● **INSTRUCTIONS TO FOLLOW**:
Establish how many lines below contain the string "height". Respond with that number alone.

Saved entries:
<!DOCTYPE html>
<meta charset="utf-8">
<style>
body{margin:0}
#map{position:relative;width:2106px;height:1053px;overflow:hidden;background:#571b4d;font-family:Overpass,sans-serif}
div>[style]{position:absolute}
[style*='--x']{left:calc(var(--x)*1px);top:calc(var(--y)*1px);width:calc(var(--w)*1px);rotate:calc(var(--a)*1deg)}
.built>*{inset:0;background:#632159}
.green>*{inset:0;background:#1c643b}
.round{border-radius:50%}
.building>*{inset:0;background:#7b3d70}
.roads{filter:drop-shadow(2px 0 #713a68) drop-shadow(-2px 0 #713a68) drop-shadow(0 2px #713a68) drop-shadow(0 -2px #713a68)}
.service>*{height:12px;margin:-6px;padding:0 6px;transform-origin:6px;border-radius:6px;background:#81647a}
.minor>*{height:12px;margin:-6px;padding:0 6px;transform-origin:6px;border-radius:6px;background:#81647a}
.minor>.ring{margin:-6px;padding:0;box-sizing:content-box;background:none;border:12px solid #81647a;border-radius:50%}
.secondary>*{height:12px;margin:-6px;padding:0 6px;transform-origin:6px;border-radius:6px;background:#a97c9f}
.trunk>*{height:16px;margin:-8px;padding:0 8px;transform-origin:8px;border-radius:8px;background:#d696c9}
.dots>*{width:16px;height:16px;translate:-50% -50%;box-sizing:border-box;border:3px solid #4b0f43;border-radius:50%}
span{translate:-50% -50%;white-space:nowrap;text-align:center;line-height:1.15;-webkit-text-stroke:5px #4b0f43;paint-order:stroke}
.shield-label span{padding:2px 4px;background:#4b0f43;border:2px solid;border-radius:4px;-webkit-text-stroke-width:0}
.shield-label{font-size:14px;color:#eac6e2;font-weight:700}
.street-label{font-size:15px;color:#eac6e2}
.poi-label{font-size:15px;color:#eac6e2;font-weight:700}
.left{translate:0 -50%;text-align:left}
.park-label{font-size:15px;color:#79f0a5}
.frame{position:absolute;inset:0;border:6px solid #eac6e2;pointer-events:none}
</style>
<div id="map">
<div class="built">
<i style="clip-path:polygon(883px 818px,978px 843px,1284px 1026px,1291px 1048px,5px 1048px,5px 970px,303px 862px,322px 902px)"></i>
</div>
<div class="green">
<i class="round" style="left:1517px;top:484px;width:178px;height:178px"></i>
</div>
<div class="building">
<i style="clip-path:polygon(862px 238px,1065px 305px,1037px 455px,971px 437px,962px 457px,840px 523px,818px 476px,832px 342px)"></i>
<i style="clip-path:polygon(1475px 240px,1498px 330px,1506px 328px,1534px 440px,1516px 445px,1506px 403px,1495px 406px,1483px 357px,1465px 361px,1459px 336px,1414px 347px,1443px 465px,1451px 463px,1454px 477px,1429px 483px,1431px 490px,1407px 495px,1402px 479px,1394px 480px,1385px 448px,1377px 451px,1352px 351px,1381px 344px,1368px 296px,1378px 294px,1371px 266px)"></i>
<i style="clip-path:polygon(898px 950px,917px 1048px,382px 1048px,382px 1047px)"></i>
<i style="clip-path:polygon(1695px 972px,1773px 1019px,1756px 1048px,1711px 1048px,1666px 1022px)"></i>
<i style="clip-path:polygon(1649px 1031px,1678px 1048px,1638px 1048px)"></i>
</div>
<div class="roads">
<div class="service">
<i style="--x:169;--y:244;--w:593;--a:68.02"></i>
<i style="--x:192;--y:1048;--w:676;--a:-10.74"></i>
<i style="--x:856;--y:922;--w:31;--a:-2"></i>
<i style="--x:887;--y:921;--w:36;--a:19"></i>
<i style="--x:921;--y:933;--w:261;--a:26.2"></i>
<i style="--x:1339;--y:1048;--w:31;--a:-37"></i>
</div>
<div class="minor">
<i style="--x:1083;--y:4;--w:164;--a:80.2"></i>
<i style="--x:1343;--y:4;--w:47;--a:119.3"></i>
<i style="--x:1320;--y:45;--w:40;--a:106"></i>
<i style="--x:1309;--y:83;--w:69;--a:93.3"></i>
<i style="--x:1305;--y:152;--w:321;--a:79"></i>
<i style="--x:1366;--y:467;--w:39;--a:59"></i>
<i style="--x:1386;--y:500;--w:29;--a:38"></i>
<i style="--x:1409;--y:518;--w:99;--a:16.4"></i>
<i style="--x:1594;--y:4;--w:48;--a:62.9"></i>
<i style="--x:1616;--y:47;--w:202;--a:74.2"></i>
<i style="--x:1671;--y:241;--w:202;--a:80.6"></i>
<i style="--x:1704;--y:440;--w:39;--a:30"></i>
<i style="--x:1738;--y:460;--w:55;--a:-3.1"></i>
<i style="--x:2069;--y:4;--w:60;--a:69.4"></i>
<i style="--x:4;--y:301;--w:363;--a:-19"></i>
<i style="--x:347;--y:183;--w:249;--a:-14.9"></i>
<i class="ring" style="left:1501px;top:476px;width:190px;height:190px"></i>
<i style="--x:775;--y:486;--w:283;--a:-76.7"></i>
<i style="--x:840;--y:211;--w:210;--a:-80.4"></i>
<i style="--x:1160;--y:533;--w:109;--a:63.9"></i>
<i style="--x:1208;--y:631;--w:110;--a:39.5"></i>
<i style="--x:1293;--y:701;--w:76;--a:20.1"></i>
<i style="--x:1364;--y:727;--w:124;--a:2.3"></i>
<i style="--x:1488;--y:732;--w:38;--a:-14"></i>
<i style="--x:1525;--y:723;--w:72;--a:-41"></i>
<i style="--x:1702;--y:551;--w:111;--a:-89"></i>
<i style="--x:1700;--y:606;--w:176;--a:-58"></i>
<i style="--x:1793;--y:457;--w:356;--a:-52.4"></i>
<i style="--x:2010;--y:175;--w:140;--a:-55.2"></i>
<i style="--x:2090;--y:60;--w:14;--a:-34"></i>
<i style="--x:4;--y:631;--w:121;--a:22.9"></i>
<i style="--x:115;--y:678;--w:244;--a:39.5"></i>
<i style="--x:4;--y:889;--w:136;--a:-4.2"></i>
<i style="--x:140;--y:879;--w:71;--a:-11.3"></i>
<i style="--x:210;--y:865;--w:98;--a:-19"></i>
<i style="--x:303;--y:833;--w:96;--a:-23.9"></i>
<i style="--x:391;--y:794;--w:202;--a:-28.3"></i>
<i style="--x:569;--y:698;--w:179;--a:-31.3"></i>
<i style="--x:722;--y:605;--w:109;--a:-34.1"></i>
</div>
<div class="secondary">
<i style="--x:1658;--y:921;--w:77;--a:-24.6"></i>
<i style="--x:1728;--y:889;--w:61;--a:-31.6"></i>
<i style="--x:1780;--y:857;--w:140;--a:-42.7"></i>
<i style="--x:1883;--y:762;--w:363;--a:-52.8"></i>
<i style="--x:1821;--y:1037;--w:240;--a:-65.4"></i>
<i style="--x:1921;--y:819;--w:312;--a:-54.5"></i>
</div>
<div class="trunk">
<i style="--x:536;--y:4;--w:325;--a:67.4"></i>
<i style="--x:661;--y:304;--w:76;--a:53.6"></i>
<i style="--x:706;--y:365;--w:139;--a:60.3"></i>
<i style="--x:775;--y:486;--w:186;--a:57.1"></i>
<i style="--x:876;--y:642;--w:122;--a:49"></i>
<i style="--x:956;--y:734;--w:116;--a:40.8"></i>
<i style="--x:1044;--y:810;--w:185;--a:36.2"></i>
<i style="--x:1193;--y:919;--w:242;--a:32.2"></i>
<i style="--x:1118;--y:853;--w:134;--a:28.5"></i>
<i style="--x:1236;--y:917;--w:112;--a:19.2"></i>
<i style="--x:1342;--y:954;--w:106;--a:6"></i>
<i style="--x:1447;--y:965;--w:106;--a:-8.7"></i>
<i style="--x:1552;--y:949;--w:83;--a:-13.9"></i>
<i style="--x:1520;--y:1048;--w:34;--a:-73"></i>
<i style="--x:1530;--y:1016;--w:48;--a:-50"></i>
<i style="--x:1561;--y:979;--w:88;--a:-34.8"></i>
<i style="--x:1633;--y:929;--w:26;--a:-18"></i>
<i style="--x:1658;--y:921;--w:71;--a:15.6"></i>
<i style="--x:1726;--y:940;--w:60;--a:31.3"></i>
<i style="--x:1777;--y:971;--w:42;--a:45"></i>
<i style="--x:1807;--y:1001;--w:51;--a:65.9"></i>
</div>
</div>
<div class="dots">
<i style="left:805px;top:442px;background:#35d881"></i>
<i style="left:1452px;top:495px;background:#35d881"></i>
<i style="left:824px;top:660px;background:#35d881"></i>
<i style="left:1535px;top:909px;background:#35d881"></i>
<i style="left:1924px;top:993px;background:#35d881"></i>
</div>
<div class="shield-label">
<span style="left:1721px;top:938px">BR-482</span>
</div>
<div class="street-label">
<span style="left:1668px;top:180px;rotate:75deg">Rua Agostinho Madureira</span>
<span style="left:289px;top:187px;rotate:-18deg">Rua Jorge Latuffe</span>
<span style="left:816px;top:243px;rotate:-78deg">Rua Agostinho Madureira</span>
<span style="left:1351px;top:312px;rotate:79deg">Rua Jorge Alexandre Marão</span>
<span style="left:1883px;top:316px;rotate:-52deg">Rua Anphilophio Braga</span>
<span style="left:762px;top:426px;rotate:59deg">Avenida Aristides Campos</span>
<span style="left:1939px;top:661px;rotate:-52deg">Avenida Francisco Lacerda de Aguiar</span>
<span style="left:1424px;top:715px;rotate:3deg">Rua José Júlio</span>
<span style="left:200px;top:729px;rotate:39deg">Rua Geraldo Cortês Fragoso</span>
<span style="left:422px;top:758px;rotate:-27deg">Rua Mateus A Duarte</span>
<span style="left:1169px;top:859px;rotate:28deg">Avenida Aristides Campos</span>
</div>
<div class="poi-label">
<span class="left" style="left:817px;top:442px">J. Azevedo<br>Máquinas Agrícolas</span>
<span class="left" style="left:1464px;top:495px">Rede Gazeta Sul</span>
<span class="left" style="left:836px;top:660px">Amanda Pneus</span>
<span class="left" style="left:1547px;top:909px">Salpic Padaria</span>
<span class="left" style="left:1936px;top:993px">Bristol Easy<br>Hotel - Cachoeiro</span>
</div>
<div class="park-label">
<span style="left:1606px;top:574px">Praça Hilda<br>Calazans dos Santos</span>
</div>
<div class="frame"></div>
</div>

● **ANSWER TO THIS TASK**:
9